Vom 28. Mai bis 6. Juni ist die Theaterwelt wieder zu Gast in Winterthur. Das zweite Gipfeltreffen der Schweizer Theaterszene lädt Zuschauer, Kulturschaffende, Journalisten und Experten ins Theater Winterthur ein, um über Herausforderungen im Theateralltag und über die Notwendigkeit des Theaters zu diskutieren. Daneben gibt es Vorträge, Podien und Workshops. Preise werden vergeben und spannende Produktionen aus der Westschweiz, dem Tessin und der Deutschschweiz präsentiert. Mehr als 2000 Menschen fanden letztes Jahr ins Theater Winterthur; das ist eine Auslastung von 60 Prozent. Im Vergleich mit Theaterfestivals in Berlin und Avignon, bei denen die Tickets jeweils kurz nach Vorverkaufstart weg sind, war das 1. Schweizer Theatertreffen nicht gerade der Renner. Aber vielleicht kommen ja dieses Jahr mehr Leute.

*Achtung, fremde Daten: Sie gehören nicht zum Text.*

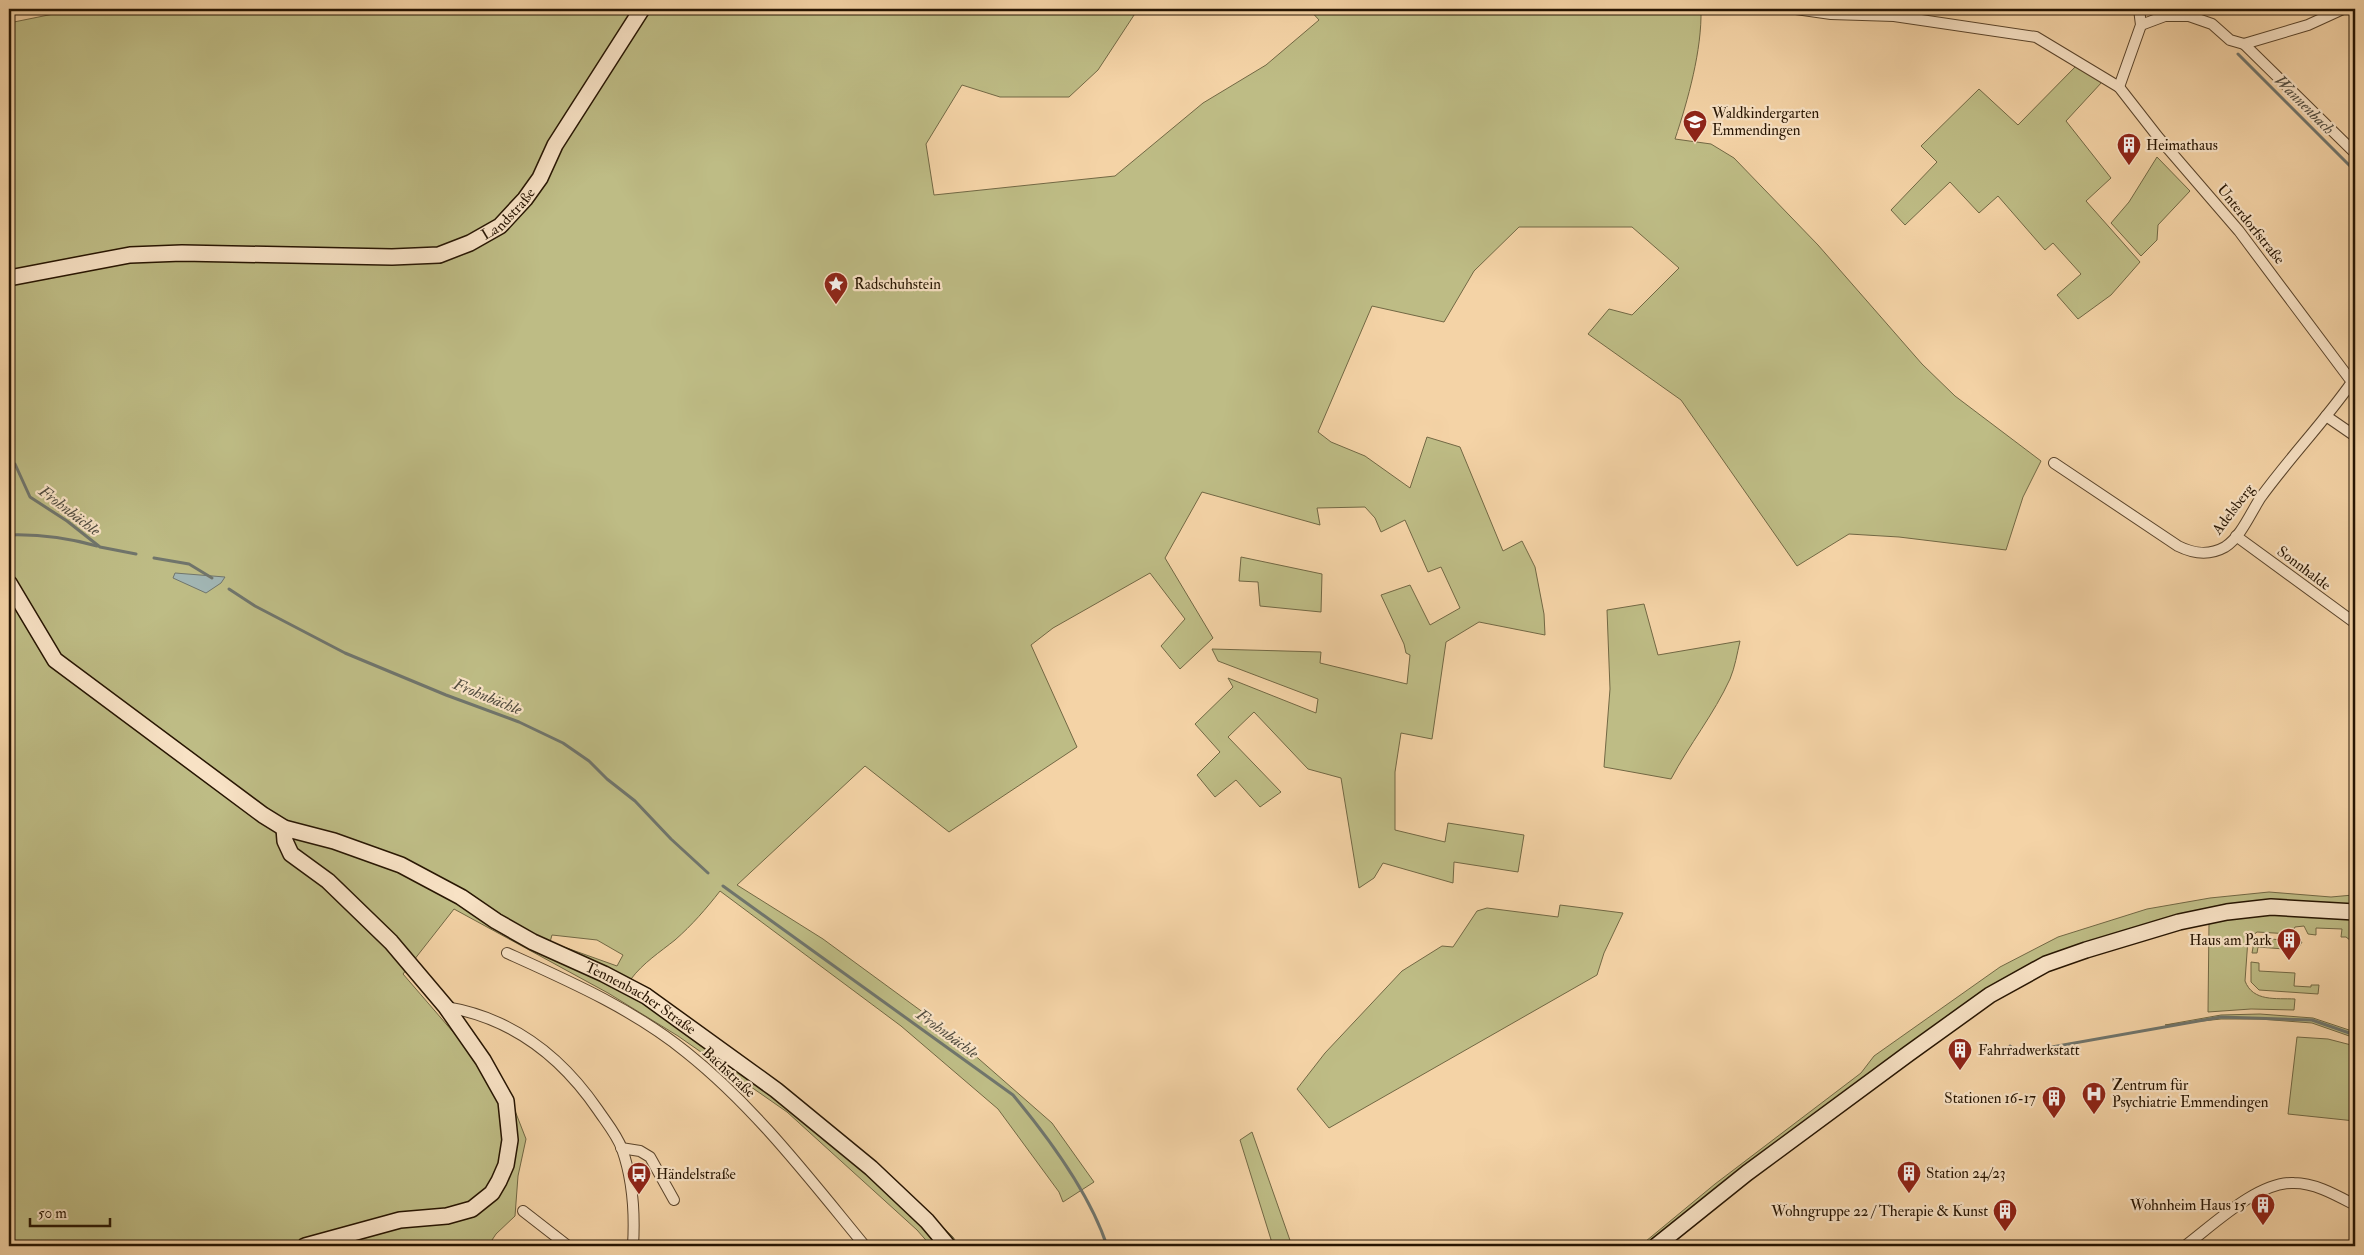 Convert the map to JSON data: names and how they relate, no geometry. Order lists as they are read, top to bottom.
{
  "streets": {
    "street": [
      "Landstraße",
      "Unterdorfstraße",
      "Adelsberg",
      "Sonnhalde",
      "Tennenbacher Straße",
      "Bachstraße"
    ]
  },
  "crossings": [
    ["Unterdorfstraße", "Adelsberg"],
    ["Adelsberg", "Sonnhalde"]
  ],
  "water": ["Wannenbach", "Frohnbächle"],
  "places": {
    "school or university": ["Waldkindergarten Emmendingen"],
    "building": [
      "Heimathaus",
      "Haus am Park",
      "Fahrradwerkstatt",
      "Stationen 16-17",
      "Station 24/23",
      "Wohnheim Haus 15",
      "Wohngruppe 22 / Therapie & Kunst"
    ],
    "place": ["Radschuhstein"],
    "hospital": ["Zentrum für Psychiatrie Emmendingen"],
    "bus stop": ["Händelstraße"]
  },
  "scale_bar": "50 m"
}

Trotz dem Schweizer Theatertreffen ist Winterthur keine Theatermetropole – das soll und will die Stadt ja auch nicht sein. Aber im Rück- und Hinblick auf die Diskussion, ob das Theater Winterthur abgerissen werden soll, drängen sich doch ein paar Fragen auf: Wie wichtig sind die Theater für die Identität von Winterthur als Kulturstadt? Und braucht diese Stadt wirklich all seine Theater? Antworten zu finden, ist nicht einfach. Nach welchen Kriterien soll man die Notwendigkeit der einzelnen Theater in der Stadt überhaupt messen? Und welche Rolle kommt dem Theater in einer Zeit, in der wir auf verschiedensten Kanälen zu Informationen und Geschichten kommen, zu?
Alles ist schnell und flüchtig geworden. Mit Kopfhörern in den Ohren bewegt sich jede und jeder völlig vereinzelt durch die Strassen und kommuniziert währenddem über sein Smartphone. Was ist also der Reiz, ins Theater zu gehen? Vielleicht ist es das kollektive Zuhören; gerade weil wir so zerstreut sind in unserer Aufmerksamkeit, fordert das Theater von uns etwas Einzigartiges ein. Man sitzt mit anderen Menschen in einem Raum und hört und sieht sich gemeinsam etwas an. Steigende Besucherzahlen sprechen dafür, dass das Theater noch immer und wieder vermehrt auf Interesse stösst. Mit 75'000 Eintritten im Jahr 2014 und einer Auslastung von 70 Prozent ist das C asinotheater Winterthur das meistbesuchte Theater. Knapp 60’000 Gäste besuchten laut einer Statistik der Stadt in der Spielzeit 2012/13 das Theater Winterthur. Das entspricht einer Auslastung von 62 Prozent. Das Sommertheater verzeichnete 18’731 Gäste und hatte damit eine Auslastung von 78 Prozent. Auch beim Theater Kanton Zürich (rund 6000 bei Vorstellungen in der Stadt), beim Marionettentheater (5500, Auslastung von 70 Prozent), Theater am Gleis (5340, Auslastung 50 Prozent) Kellertheater (2457, Auslastung 76 Prozent) sind die Eintritte im Vergleich zu den Vorjahren gestiegen.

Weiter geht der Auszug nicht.